*Department of Pediatrics, Emory University School of Medicine, Atlanta, Georgia; †Division of Gastroenterology, Hepatology and Nutrition, Children's Healthcare of Atlanta, Atlanta, Georgia; ‡Nutrition and Health Sciences Program, Laney Graduate School, Emory University, Atlanta, Georgia; §Department of Medicine, Emory University School of Medicine; and ‖Atlanta VA Medical Center, Atlanta, Georgia.
Inflamm Bowel Dis. 2017 Sep;23(9):1650-1658. doi: 10.1097/MIB.0000000000001178.
Anemia, iron deficiency, and hypovitaminosis D are well-known comorbidities in inflammatory bowel disease (IBD). Epidemiologic studies have linked vitamin D deficiency with increased risk of anemia, and in vitro studies suggest that vitamin D may improve iron recycling through downregulatory effects on hepcidin and proinflammatory cytokines.

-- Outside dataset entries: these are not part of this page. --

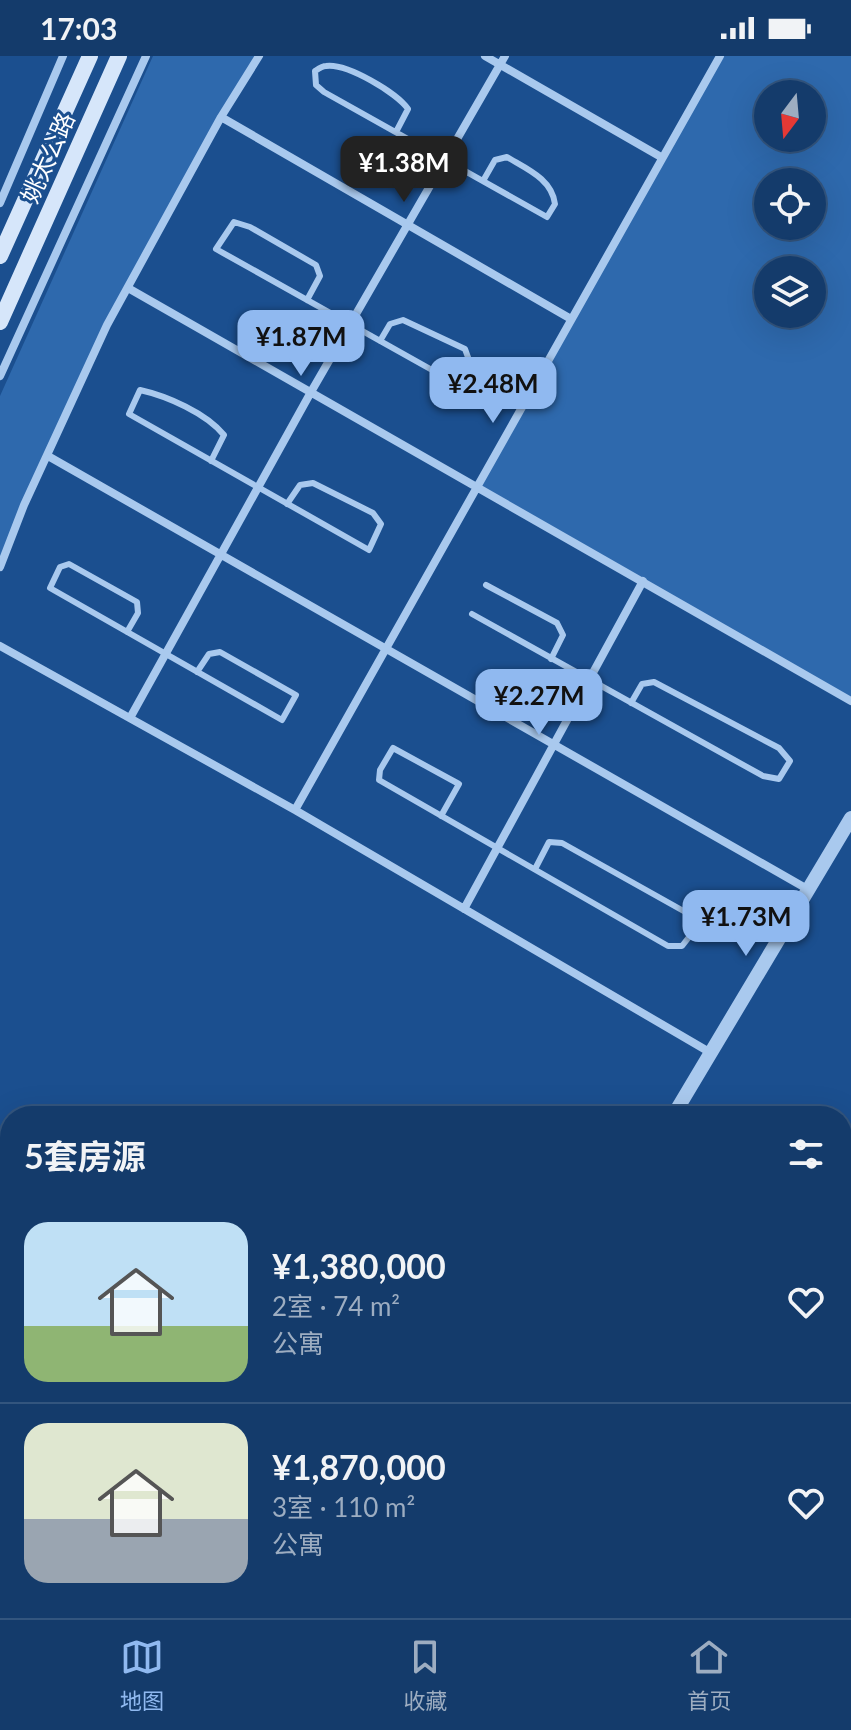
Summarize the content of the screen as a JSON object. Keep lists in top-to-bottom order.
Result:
{
  "streets": {
    "main road": ["姚太公路"]
  },
  "north": "bottom",
  "page": {
    "status": "17:03",
    "price": [
      "¥1.38M",
      "¥1.87M",
      "¥2.48M",
      "¥2.27M",
      "¥1.73M"
    ],
    "heading": "5套房源",
    "list": [
      {
        "name": "¥1,380,000",
        "note": "2室 · 74 m² · 公寓"
      },
      {
        "name": "¥1,870,000",
        "note": "3室 · 110 m² · 公寓"
      }
    ],
    "tabs": ["地图", "收藏", "首页"]
  }
}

We aimed to investigate the association of vitamin D status with inflammation, iron biomarkers, and anemia in pediatric IBD. Cross-sectional data were obtained from N = 69 patients with IBD aged 5 to <19 years. Iron biomarkers (ferritin, soluble transferrin receptor), and 25-hydroxyvitamin D (25(OH)D), inflammatory biomarkers (C-reactive protein and α-1-acid glycoprotein), hepcidin, and hemoglobin were collected. Iron biomarkers were regression corrected for inflammation. Multivariable logistic/linear models were used to examine the associations of 25(OH)D with inflammation, iron status, hepcidin, and anemia.
Approximately 50% of subjects were inflamed (C-reactive protein >5 mg/L or α-1-acid glycoprotein >1 g/L). Iron deficiency prevalence (inflammation-corrected ferritin <15 μg/L or soluble transferrin receptor >8.3 mg/L) was 67%; anemia was 36%, and vitamin D insufficiency (25(OH)D <30 ng/mL) was 77%. In linear regression models, vitamin D insufficiency was associated with increased hepcidin levels (β [SE] = 0.6 [0.2], P = 0.01) and reduced hemoglobin (β [SE] = -0.9 [0.5], P = 0.046), controlling for age, sex, race, insurance status, body mass index for age, inflammation, disease diagnosis (ulcerative colitis versus Crohn's disease), and disease duration, compared with 25(OH)D ≥30 ng/mL.
Our results suggest that concentrations of 25(OH)D ≥30 ng/mL are associated with lower hepcidin and higher hemoglobin levels. Further research is needed to clarify the association of vitamin D with inflammation, iron status, and anemia in pediatric IBD.
贫血、缺铁和维生素 D 缺乏是炎症性肠病(IBD)的常见合并症。流行病学研究表明,维生素 D 缺乏与贫血风险增加有关,体外研究表明,维生素 D 可能通过下调铁调素和促炎细胞因子来改善铁的再循环。
我们旨在研究维生素 D 状态与儿科 IBD 中的炎症、铁生物标志物和贫血之间的关系。从年龄在 5 至<19 岁的 69 名 IBD 患者中获得横断面数据。收集了铁生物标志物(铁蛋白、可溶性转铁蛋白受体)和 25-羟维生素 D(25(OH)D)、炎症生物标志物(C 反应蛋白和α-1-酸性糖蛋白)、铁调素和血红蛋白。铁生物标志物经炎症校正后进行回归。使用多元逻辑/线性模型检查 25(OH)D 与炎症、铁状态、铁调素和贫血的关系。
大约 50%的患者存在炎症(C 反应蛋白>5mg/L 或α-1-酸性糖蛋白>1g/L)。缺铁患病率(经炎症校正的铁蛋白<15μg/L 或可溶性转铁蛋白受体>8.3mg/L)为 67%;贫血患病率为 36%,维生素 D 不足(25(OH)D<30ng/mL)为 77%。在线性回归模型中,与 25(OH)D≥30ng/mL 相比,维生素 D 不足与铁调素水平升高(β[SE] = 0.6[0.2],P = 0.01)和血红蛋白降低相关(β[SE] = -0.9[0.5],P = 0.046),校正年龄、性别、种族、保险状况、年龄体重指数、炎症、疾病诊断(溃疡性结肠炎与克罗恩病)和疾病持续时间。
我们的结果表明,25(OH)D 浓度≥30ng/mL 与较低的铁调素和较高的血红蛋白水平相关。需要进一步研究以阐明维生素 D 与儿科 IBD 中的炎症、铁状态和贫血之间的关系。